The court ruled Friday that the Federal Communications Commission had not adequately explained its decision to reduce fees that long distance companies pay local firms like Bell Atlantic to complete telephone calls on their networks.

These "access charge" regulations translate into billions of dollars paid by the long distance companies every year, costs which are ultimately passed through to consumers. Analysts have estimated that up to 40 percent of the cost of an average long distance phone call goes to paying these charges.

Avoiding these access charges has been one of the chief goals for long distance companies in recent years. AT&T's multibillion-dollar acquisitions of Tele-Communications Incorporated and MediaOne were motivated in part to establish its own local phone network, thus avoiding the need to pay local phone companies to complete its customers' calls.

The court ruled that the FCC does have the ability to cut the charges, but that regulators had not adequately explained how they had arrived at its fee-cutting formula.

Under the FCC's original regulations, access charges are slated to drop annually. This year's reduction would have kicked in July, and would have totaled close to $1.1 billion.

The FCC will ask the decision to be stayed while it files an appeal, a spokeswoman said.

The complex decision could derail a new round of funding for school and library Internet connections, analysts noted.

This so-called "e-rate" program is also funded by small surcharges on telephone bills. Critics of the program have called the system a tax, and have lobbied to dismantle or scale it back.
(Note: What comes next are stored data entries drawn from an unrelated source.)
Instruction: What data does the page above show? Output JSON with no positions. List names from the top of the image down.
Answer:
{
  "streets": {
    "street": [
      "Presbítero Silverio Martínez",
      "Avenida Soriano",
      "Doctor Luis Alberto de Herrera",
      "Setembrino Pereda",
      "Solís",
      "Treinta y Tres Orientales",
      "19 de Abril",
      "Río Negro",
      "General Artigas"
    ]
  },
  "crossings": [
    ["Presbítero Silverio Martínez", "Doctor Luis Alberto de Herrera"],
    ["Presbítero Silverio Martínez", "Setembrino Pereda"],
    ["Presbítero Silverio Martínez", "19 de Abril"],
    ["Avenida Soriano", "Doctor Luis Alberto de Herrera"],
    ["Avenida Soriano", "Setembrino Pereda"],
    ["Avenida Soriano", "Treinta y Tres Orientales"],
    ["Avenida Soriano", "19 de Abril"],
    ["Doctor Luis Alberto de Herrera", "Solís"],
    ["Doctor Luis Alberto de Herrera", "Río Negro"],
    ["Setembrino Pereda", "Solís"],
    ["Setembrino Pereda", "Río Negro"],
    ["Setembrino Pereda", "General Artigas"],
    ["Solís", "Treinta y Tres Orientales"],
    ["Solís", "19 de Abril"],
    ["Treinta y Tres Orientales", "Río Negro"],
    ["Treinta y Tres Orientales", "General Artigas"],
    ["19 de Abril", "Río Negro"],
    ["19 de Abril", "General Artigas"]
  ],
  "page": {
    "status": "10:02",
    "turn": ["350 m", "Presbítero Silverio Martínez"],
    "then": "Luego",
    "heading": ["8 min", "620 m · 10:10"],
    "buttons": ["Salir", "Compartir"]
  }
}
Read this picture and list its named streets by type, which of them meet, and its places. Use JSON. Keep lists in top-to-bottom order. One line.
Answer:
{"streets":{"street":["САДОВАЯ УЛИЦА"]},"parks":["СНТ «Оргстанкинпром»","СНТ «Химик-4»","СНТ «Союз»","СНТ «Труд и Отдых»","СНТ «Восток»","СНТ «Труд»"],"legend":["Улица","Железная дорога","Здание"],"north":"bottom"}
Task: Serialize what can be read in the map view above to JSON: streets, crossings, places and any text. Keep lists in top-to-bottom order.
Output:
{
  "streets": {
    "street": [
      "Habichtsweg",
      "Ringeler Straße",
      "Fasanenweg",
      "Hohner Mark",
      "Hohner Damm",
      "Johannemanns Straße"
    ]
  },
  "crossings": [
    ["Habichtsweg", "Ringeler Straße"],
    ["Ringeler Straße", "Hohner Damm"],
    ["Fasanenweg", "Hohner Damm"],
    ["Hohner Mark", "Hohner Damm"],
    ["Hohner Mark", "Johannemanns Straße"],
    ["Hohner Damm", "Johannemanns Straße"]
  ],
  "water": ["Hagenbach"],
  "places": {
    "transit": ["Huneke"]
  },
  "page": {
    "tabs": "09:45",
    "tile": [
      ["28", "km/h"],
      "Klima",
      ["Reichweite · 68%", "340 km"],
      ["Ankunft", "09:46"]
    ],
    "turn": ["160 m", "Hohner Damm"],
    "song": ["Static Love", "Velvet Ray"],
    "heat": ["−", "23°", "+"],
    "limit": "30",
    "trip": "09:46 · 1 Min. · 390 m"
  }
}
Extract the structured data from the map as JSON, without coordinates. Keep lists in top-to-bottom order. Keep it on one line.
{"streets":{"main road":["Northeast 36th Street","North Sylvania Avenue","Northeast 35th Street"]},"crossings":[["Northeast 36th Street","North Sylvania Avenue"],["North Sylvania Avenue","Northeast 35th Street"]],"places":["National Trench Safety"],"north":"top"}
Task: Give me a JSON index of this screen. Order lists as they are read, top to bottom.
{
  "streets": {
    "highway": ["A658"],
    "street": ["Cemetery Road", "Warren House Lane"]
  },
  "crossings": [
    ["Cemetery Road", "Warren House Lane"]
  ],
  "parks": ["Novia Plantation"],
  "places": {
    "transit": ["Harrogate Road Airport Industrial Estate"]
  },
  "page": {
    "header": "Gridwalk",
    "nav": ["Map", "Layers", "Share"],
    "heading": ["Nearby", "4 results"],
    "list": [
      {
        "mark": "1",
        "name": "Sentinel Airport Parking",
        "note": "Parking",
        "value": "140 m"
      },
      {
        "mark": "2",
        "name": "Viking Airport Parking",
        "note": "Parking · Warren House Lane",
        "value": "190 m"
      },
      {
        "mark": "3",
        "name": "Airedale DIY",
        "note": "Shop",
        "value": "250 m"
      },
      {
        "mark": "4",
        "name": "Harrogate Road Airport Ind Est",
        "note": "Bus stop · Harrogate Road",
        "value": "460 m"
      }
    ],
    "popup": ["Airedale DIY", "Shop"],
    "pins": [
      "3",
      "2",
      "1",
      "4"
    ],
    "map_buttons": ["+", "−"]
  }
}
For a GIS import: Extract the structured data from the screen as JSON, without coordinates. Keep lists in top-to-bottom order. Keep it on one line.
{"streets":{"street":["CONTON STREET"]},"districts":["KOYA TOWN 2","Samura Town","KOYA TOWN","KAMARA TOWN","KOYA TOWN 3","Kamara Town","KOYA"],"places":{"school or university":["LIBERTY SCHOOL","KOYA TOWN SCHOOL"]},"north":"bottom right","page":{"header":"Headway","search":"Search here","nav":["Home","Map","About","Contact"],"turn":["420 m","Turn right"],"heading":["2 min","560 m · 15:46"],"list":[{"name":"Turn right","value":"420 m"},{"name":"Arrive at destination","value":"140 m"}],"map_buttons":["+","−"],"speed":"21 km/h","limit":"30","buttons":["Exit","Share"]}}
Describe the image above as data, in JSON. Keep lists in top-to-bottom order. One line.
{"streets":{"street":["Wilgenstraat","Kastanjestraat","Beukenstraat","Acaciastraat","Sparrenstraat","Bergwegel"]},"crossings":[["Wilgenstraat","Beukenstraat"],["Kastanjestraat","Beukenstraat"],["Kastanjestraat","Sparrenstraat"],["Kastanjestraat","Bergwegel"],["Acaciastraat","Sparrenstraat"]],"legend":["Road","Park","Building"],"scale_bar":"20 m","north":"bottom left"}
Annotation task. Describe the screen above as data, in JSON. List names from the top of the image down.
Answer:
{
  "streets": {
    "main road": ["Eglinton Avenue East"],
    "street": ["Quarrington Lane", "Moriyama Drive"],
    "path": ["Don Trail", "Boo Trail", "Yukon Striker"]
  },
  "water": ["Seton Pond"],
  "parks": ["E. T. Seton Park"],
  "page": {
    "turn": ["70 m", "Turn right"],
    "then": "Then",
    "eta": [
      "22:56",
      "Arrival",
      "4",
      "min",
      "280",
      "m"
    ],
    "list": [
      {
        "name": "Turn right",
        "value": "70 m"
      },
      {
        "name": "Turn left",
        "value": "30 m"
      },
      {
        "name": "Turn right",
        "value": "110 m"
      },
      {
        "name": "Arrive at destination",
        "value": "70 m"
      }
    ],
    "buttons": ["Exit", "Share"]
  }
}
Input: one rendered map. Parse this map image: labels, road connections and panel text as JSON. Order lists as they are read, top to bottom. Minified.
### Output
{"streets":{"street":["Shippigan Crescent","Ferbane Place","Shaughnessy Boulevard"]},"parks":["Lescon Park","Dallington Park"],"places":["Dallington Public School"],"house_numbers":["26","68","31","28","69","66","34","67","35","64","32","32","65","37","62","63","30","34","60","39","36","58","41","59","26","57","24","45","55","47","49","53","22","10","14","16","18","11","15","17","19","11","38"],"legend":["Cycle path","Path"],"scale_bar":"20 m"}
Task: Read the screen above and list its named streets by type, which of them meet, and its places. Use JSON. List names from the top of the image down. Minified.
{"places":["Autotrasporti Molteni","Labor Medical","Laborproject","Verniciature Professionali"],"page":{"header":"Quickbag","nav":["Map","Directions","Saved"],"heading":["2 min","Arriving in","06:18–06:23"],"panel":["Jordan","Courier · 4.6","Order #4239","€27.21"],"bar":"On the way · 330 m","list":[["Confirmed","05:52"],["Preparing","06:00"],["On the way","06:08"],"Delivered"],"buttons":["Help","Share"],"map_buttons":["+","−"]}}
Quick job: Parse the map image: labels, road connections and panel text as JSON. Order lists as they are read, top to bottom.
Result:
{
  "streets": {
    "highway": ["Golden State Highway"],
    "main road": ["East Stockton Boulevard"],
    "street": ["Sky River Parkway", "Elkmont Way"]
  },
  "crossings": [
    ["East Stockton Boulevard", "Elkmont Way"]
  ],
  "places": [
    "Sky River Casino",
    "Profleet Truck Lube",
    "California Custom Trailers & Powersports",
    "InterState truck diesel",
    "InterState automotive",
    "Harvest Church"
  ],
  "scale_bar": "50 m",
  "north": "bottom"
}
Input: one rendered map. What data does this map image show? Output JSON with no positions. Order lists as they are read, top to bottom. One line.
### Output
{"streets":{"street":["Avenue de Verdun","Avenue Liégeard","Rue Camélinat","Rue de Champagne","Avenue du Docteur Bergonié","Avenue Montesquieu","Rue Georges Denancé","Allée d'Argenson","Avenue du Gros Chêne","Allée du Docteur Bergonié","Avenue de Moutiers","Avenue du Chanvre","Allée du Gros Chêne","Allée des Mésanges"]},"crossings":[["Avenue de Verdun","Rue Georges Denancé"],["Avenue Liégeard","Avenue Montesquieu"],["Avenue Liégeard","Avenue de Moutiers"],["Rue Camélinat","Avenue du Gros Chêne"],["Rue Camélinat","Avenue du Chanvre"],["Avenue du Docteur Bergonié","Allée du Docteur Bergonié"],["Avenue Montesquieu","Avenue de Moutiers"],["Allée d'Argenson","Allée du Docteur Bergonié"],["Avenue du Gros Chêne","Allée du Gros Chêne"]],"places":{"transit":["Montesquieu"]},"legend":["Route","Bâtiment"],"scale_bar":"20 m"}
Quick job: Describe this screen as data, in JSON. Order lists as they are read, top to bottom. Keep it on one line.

The FCC's scheduled increase in the program's funding was expected to be offset by the reductions in the access charges. But if the access charges stay at their current rate, the "e-rate" funding could translate into slightly higher phone bills after all, prompting criticism from consumer groups and congressional opponents, analysts said.

"If the charges don't decrease as planned, then we will be more likely to see an increase in consumer phone bills," said Peter Jarich, a telecommunications analyst with the Strategis Group. "It has to come from somewhere."

Several legislators have already written to FCC chairman William Kennard, asking him to postpone a scheduled May 27 vote to increase the schools' Net subsidy funding.